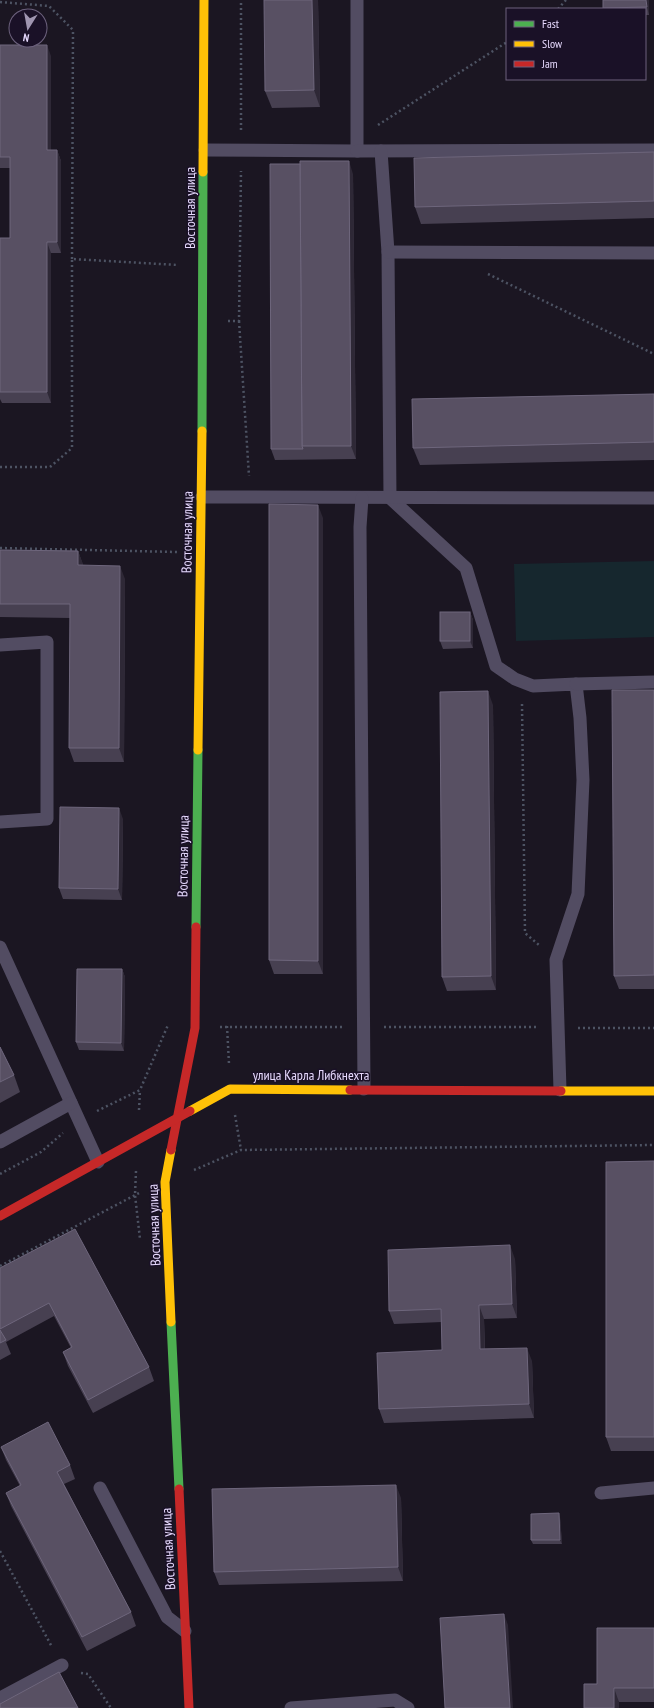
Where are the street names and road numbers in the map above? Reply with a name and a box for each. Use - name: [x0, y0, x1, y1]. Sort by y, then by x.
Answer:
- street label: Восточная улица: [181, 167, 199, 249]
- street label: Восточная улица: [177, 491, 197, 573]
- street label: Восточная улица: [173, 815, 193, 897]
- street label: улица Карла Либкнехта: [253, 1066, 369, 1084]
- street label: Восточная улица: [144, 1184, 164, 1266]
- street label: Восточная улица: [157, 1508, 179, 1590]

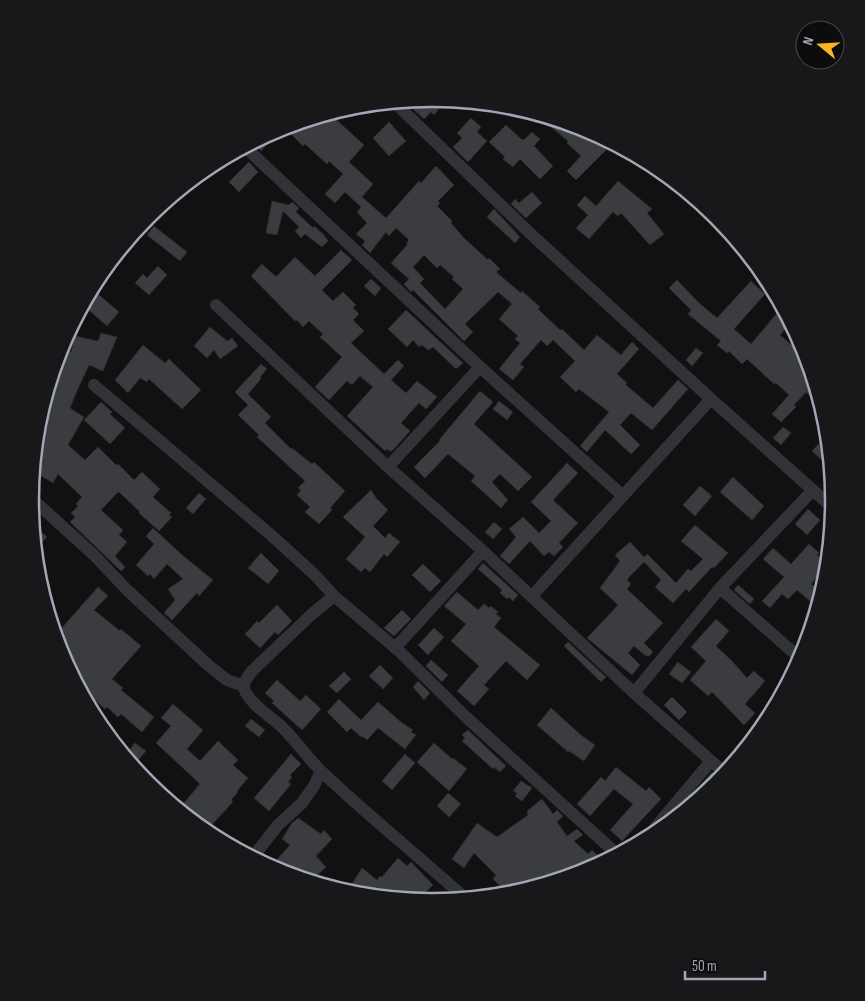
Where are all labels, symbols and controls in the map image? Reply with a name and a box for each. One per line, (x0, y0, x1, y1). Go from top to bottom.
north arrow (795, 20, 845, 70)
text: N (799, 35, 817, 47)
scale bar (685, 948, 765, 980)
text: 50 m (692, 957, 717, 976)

• Your objective: Output all of the data exactly as it stands, minus any images.

• Answer space:
Where are the street names and road numbers in the map above? Reply with a name and a box for each. Use - name: [x0, y0, x1, y1]. Sort by y, then by x.
Answer:
- street label: Восточная улица: [181, 167, 199, 249]
- street label: Восточная улица: [177, 491, 197, 573]
- street label: Восточная улица: [173, 815, 193, 897]
- street label: улица Карла Либкнехта: [253, 1066, 369, 1084]
- street label: Восточная улица: [144, 1184, 164, 1266]
- street label: Восточная улица: [157, 1508, 179, 1590]

Where are all labels, symbols and controls in the map image? Reply with a name and a box for each. One per line, (x0, y0, x1, y1). Go from top to bottom.
north arrow (795, 20, 845, 70)
text: N (799, 35, 817, 47)
scale bar (685, 948, 765, 980)
text: 50 m (692, 957, 717, 976)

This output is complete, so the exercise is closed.